■ **Saved data entries**:

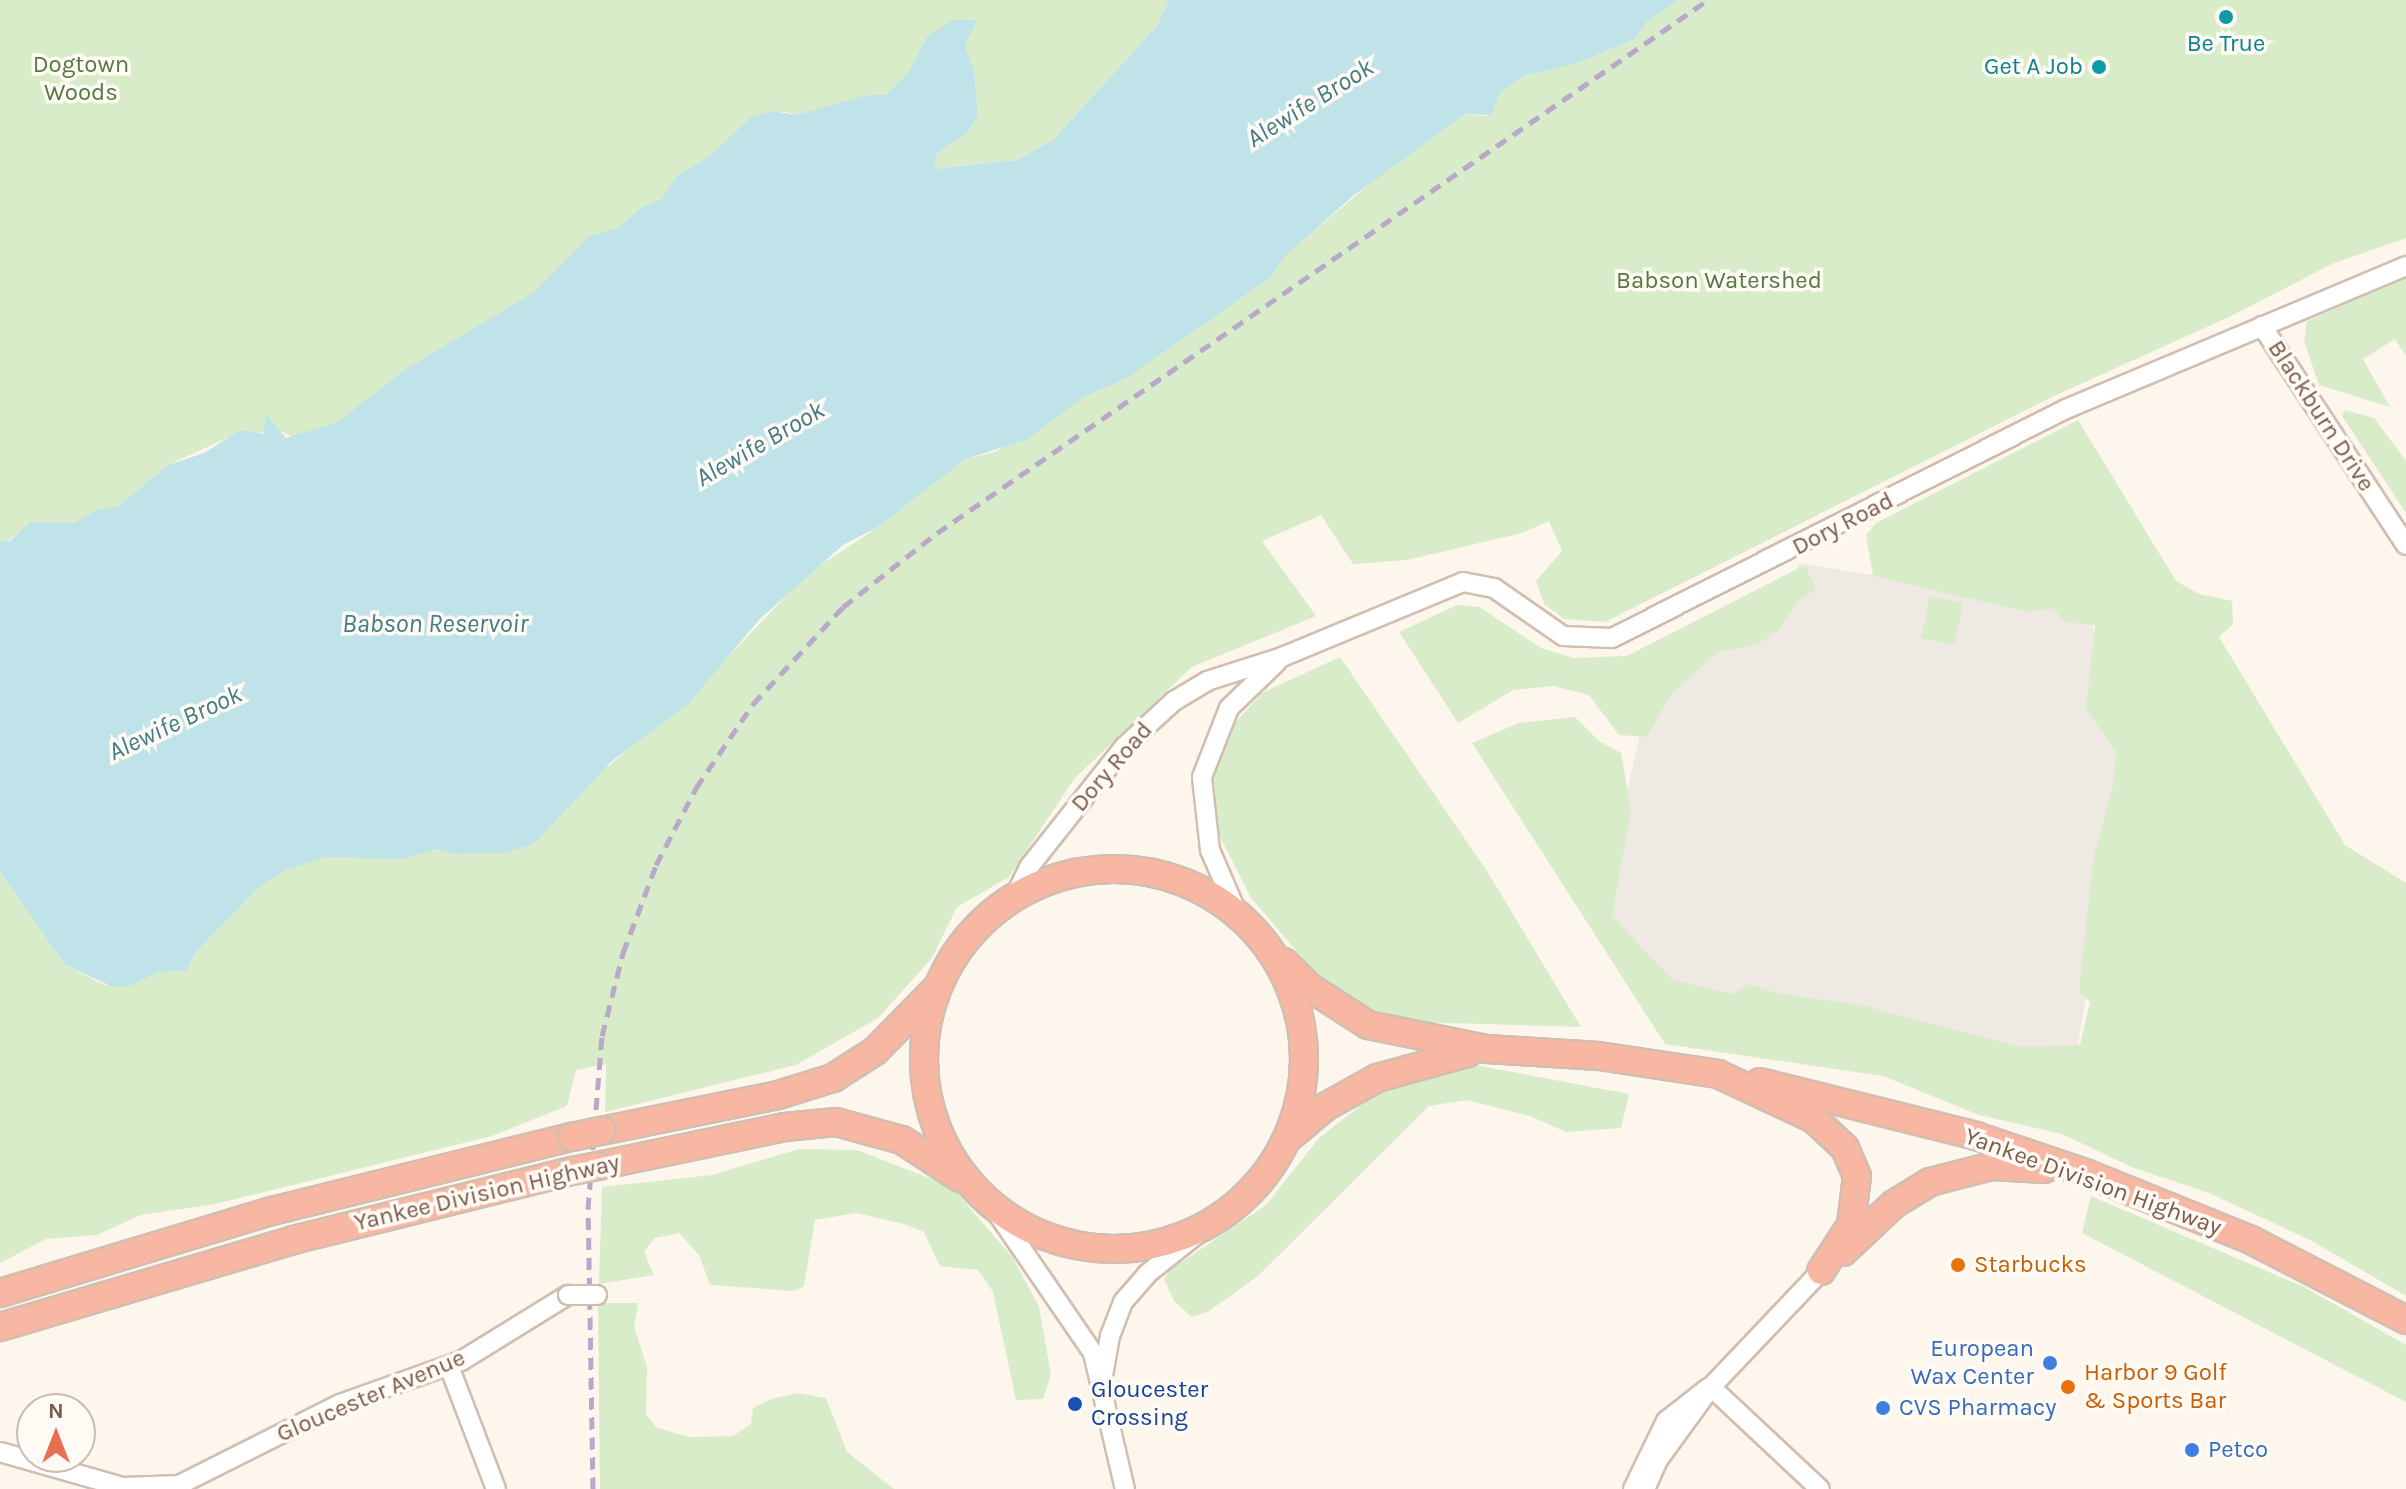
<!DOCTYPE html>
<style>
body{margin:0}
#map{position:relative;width:2406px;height:1489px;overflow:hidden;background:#fdf6ec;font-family:Karla,sans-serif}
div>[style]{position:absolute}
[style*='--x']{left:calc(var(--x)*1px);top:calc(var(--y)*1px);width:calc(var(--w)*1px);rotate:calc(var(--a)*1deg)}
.industrial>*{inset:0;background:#efe9e4}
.green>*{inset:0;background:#d8ecc9;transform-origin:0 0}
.water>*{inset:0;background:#bfe3e8}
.roads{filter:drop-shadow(2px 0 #d1beb0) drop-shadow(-2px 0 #d1beb0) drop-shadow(0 2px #d1beb0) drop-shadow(0 -2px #d1beb0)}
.minor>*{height:18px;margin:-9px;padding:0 9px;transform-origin:9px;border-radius:9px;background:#fff}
.highway>*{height:26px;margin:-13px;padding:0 13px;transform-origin:13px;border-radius:13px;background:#f7b7a3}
.highway>.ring{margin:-13px;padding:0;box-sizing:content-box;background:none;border:26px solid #f7b7a3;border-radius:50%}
.rail>*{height:5px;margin-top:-2.5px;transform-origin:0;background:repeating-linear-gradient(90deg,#b9a8c9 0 12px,transparent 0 20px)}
.bridges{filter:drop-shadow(2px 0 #d1beb0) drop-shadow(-2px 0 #d1beb0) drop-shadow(0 2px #d1beb0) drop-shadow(0 -2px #d1beb0)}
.minor-bridge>*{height:18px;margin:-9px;padding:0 9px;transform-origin:9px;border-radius:9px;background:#fff}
.highway-bridge>*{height:26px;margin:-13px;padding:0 13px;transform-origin:13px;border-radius:13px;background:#f7b7a3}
.dots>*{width:22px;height:22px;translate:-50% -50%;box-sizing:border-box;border:4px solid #fffaf3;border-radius:50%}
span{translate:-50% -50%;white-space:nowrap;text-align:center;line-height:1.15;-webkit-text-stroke:7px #fffaf3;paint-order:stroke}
.culture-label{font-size:24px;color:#0d838f}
.right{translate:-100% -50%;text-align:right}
.park-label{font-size:24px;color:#537a41}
.street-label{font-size:24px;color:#7a5c4d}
.food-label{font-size:24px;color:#c56008}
.left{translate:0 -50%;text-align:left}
.shop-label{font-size:24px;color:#366cbe}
.transit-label{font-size:24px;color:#164399}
.water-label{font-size:26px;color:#437c86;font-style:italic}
.north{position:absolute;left:16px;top:1393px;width:80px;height:80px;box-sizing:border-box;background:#fffaf3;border:2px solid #cabbb1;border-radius:50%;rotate:0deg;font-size:22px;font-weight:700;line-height:32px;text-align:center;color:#7a5c4d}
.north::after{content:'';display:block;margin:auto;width:28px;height:36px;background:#e76f51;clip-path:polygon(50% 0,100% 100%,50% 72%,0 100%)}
</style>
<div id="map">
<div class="industrial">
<div style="clip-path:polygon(1800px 563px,2089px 612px,2127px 759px,2075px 1062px,1666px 989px,1599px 914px,1646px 708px,1723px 646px,1762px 633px)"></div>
</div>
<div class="green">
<div style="clip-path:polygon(0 0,1169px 0,1157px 26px,1053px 140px,1017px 160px,934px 169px,937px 154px,970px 130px,978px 115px,974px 70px,965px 47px,977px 20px,953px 21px,900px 90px,797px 115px,783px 111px,621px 229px,580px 245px,538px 295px,416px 364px,348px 423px,293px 437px,278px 430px,227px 438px,168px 465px,117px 507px,75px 523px,31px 522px,7px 542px,0 542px)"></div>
<div style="clip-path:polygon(1679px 0,2406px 0,2406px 238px,2332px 264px,2231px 316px,2052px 397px,1605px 622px,1564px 619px,1544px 604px,1536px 581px,1562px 551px,1549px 521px,1522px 533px,1407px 560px,1353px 564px,1321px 515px,1262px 541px,1316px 616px,1192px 667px,1074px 779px,1009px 877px,957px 907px,932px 958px,878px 1018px,796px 1065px,605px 1112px,606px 1064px,576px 1070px,567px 1106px,492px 1136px,215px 1204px,141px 1215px,97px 1235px,46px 1239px,0 1263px,0 872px,65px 965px,104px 985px,128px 986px,159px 972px,186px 971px,196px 952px,259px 887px,286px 870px,320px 856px,351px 858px,609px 766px,725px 660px,807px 574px,878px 527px,922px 489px,965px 459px,995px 452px,1134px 364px,1138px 368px,1161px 353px,1270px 278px,1283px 257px,1378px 177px,1465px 114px,1488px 116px,1499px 94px,1524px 76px,1578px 63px,1633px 40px,1647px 22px)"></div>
<div style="clip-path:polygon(2406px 278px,2406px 356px,2395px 339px,2363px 359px,2390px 407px,2319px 385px,2304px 341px,2307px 321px)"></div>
<div style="clip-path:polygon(2345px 410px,2374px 418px,2406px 461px,2406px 513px,2342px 416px)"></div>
<div style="clip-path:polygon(2078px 420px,2176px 581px,2199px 594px,2232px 601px,2233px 624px,2219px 637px,2345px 845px,2406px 883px,2406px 1296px,2312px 1241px,2209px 1193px,2134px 1168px,2062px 1134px,1979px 1115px,1883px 1076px,1665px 1044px,1472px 743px,1519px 723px,1575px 717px,1599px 741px,1621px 753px,1631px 811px,1612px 916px,1673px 980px,1732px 994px,1748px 984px,1781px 994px,1861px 1005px,2020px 1047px,2080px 1045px,2090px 1002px,2079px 993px,2093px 860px,2114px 782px,2116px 752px,2086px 709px,2095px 625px,2064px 622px,2053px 608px,2028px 612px,1873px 576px,1866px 535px,1876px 523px)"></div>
<div style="clip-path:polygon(1805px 565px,1816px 590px,1797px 601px,1779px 630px,1757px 645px,1717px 652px,1669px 697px,1647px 737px,1619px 735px,1589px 695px,1553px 686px,1513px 690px,1458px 723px,1399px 632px,1457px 605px,1479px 607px,1541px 648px,1574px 658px,1627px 656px)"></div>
<div style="left:1930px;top:596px;width:34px;height:43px;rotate:12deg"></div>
<div style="clip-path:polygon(1340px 657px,1487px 871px,1581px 1027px,1414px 1022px,1370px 1010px,1312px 969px,1251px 898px,1219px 835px,1211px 802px,1219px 751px,1234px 724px,1262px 693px)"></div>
<div style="clip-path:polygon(1475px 1065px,1629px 1094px,1621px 1128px,1566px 1132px,1530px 1116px,1467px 1100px,1429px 1106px,1259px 1275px,1209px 1311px,1192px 1317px,1174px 1301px,1164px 1279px,1170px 1270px,1266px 1205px,1319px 1138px,1374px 1095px,1421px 1075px)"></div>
<div style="clip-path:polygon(799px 1149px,857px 1150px,952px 1187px,1013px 1258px,1039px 1307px,1051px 1375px,1043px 1399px,1016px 1400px,993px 1292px,978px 1270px,940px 1266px,924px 1232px,904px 1224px,856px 1213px,815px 1220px,804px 1286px,794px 1291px,710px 1285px,699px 1255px,679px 1233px,655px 1238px,644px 1252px,654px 1275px,599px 1284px,602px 1187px,712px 1175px)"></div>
<div style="clip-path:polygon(2091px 1196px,2304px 1287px,2406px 1345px,2406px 1402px,2082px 1233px)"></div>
<div style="clip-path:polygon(598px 1303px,638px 1303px,634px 1327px,647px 1367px,646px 1414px,657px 1428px,690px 1437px,733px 1436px,751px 1424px,753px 1408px,771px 1399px,797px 1393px,826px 1398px,847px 1452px,894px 1489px,600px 1489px)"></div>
</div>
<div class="water">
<div style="clip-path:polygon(1169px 0,1679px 0,1647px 22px,1633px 40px,1578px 63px,1524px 76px,1499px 94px,1492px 115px,1465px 114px,1353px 196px,1284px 257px,1270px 278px,1128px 377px,1084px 397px,1026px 440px,965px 459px,878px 527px,843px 545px,759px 620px,688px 704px,612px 761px,535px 843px,505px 853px,454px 854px,436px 849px,404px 859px,325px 857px,286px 870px,259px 887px,196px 952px,186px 971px,159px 972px,129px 986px,113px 987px,65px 965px,0 872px,0 542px,10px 541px,30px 522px,75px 523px,96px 510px,117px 507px,168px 465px,204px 453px,240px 430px,263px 434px,266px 414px,286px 438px,338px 422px,406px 369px,533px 293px,588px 237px,618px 228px,642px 207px,661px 200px,677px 176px,709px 157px,750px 118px,772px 111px,797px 115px,863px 96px,887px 94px,908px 73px,927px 37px,953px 20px,977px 20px,965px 47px,974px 70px,978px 115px,970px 130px,937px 154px,934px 169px,1017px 160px,1053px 140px,1157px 26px)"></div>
</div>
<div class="roads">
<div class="minor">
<div style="--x:2262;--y:326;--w:262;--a:56.7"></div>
<div style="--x:1016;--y:894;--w:30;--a:-64"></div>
<div style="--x:1029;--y:867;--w:154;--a:-51.6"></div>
<div style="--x:1125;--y:746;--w:67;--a:-42.6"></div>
<div style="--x:1174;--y:701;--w:39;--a:-31"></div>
<div style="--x:1207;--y:681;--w:79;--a:-17.7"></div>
<div style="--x:1282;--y:657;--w:196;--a:-22.5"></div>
<div style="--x:1463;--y:582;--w:32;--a:11"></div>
<div style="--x:1494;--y:588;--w:84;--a:34.8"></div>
<div style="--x:1563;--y:636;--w:49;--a:2.3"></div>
<div style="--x:1612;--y:638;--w:508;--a:-26.77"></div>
<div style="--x:2066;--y:409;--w:369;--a:-22.8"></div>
<div style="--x:1238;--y:915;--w:71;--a:-113.3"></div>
<div style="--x:1210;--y:850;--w:73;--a:-96.3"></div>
<div style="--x:1202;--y:777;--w:74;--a:-68.6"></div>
<div style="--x:1229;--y:708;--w:66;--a:-43.8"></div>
<div style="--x:991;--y:1204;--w:181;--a:55.6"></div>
<div style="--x:1093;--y:1353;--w:140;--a:76.8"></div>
<div style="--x:449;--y:1366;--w:132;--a:69.1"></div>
<div style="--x:1103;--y:1376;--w:41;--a:-80.1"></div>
<div style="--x:1110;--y:1336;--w:36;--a:-69"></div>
<div style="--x:1123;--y:1302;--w:37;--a:-49"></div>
<div style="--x:1147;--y:1274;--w:88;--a:-38.6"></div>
<div style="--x:1711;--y:1387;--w:149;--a:43.1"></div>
<div style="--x:0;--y:1452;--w:128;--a:15.9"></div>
<div style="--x:123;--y:1487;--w:56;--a:-2"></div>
<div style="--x:179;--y:1485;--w:180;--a:-26.7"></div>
<div style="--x:340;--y:1404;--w:128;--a:-19.6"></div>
<div style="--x:461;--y:1361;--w:126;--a:-31.7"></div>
<div style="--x:1633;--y:1489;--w:76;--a:-64.1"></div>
<div style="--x:1666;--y:1421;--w:53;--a:-38.2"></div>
<div style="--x:1645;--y:1489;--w:32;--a:-66"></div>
<div style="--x:1658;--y:1460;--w:90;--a:-54"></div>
<div style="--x:1711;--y:1387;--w:160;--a:-46.5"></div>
</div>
<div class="highway">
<div class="ring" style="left:924px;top:869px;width:354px;height:354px"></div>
<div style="--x:1284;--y:962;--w:35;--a:45"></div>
<div style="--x:1309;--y:987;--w:70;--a:32.8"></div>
<div style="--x:1368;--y:1025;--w:121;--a:11.4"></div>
<div style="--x:1487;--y:1049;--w:112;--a:3.6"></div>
<div style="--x:1599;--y:1056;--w:120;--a:8.6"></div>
<div style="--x:1718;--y:1074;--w:106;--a:25.1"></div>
<div style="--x:1814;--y:1119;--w:42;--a:43.1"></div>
<div style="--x:1845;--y:1148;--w:30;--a:67"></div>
<div style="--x:1857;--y:1176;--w:49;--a:97"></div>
<div style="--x:1851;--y:1225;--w:55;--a:123.1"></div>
<div style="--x:1760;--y:1082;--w:223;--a:14"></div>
<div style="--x:1976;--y:1136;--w:118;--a:18.7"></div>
<div style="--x:2088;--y:1174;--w:176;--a:22"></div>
<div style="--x:2251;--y:1240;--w:174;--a:27.3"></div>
<div style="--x:601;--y:1131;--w:181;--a:-11.5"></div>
<div style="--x:778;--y:1095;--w:58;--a:-17.2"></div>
<div style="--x:833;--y:1078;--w:50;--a:-32.7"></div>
<div style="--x:875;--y:1051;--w:84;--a:-45.5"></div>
<div style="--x:1287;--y:1139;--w:50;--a:-40.1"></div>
<div style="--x:1325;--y:1107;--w:60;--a:-29.1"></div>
<div style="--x:1377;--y:1078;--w:94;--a:-15.4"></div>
<div style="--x:598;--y:1166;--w:191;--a:-11.8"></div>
<div style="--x:785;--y:1127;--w:51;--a:-5.6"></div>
<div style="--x:836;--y:1122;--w:68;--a:15.3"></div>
<div style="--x:902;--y:1140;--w:69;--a:33.2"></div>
<div style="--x:1843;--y:1252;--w:70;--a:-43.3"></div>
<div style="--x:1894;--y:1204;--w:42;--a:-31.4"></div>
<div style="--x:1930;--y:1182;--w:64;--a:-14.5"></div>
<div style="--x:1992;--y:1166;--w:52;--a:3.3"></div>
<div style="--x:0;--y:1293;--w:284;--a:-16.8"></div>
<div style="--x:272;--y:1211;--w:309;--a:-13.9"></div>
<div style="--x:0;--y:1327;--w:306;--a:-16.5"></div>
<div style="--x:293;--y:1240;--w:287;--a:-13.9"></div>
</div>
</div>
<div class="rail">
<div style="--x:593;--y:1489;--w:280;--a:-91"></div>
<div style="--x:588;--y:1209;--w:174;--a:-85.4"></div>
<div style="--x:602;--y:1036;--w:86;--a:-75.8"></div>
<div style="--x:623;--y:953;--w:94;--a:-69.4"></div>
<div style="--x:656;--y:865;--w:87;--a:-62.5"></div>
<div style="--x:696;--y:788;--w:102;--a:-55.8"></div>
<div style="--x:753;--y:704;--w:132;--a:-47.1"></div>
<div style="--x:843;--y:607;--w:120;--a:-38.2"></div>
<div style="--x:937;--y:533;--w:937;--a:-34.66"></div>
</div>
<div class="bridges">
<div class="minor-bridge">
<div style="--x:568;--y:1295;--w:29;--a:0"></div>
</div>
<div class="highway-bridge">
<div style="--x:572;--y:1137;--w:30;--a:-12"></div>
<div style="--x:572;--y:1171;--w:26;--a:-11"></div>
</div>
</div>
<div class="dots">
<div style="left:2226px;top:17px;background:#0f9aa8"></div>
<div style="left:2099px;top:67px;background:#0f9aa8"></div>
<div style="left:1958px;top:1265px;background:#e8710a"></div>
<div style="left:2050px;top:1363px;background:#3f7fe0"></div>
<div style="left:2068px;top:1387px;background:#e8710a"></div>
<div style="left:1075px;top:1404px;background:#1a4fb4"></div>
<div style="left:1883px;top:1408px;background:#3f7fe0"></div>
<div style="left:2192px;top:1450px;background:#3f7fe0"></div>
</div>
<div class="culture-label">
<span style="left:2226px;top:44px">Be True</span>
<span class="right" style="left:2083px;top:67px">Get A Job</span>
</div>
<div class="park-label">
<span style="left:81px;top:79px">Dogtown<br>Woods</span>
<span style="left:1719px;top:281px">Babson Watershed</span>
</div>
<div class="street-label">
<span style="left:2321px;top:416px;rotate:57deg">Blackburn Drive</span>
<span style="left:1843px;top:524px;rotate:-27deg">Dory Road</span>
<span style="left:1112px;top:767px;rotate:-49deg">Dory Road</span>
<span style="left:2093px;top:1182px;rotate:20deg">Yankee Division Highway</span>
<span style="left:487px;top:1193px;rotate:-13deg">Yankee Division Highway</span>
<span style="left:371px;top:1396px;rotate:-23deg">Gloucester Avenue</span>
</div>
<div class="food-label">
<span class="left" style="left:1974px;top:1265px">Starbucks</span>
<span class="left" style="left:2084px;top:1387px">Harbor 9 Golf<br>&amp; Sports Bar</span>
</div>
<div class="shop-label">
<span class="right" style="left:2034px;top:1363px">European<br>Wax Center</span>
<span class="left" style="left:1899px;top:1408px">CVS Pharmacy</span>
<span class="left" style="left:2208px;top:1450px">Petco</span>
</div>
<div class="transit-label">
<span class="left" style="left:1091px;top:1404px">Gloucester<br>Crossing</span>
</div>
<div class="water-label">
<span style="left:1310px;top:103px;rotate:-32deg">Alewife Brook</span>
<span style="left:760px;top:444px;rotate:-30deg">Alewife Brook</span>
<span style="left:435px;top:624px">Babson Reservoir</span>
<span style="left:175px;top:723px;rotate:-25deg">Alewife Brook</span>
</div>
<div class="north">N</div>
</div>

■ **Problem to work on**:
Copy each line in the data that holds the word "roads".

■ **Solution for this problem**:
.roads{filter:drop-shadow(2px 0 #d1beb0) drop-shadow(-2px 0 #d1beb0) drop-shadow(0 2px #d1beb0) drop-shadow(0 -2px #d1beb0)}
<div class="roads">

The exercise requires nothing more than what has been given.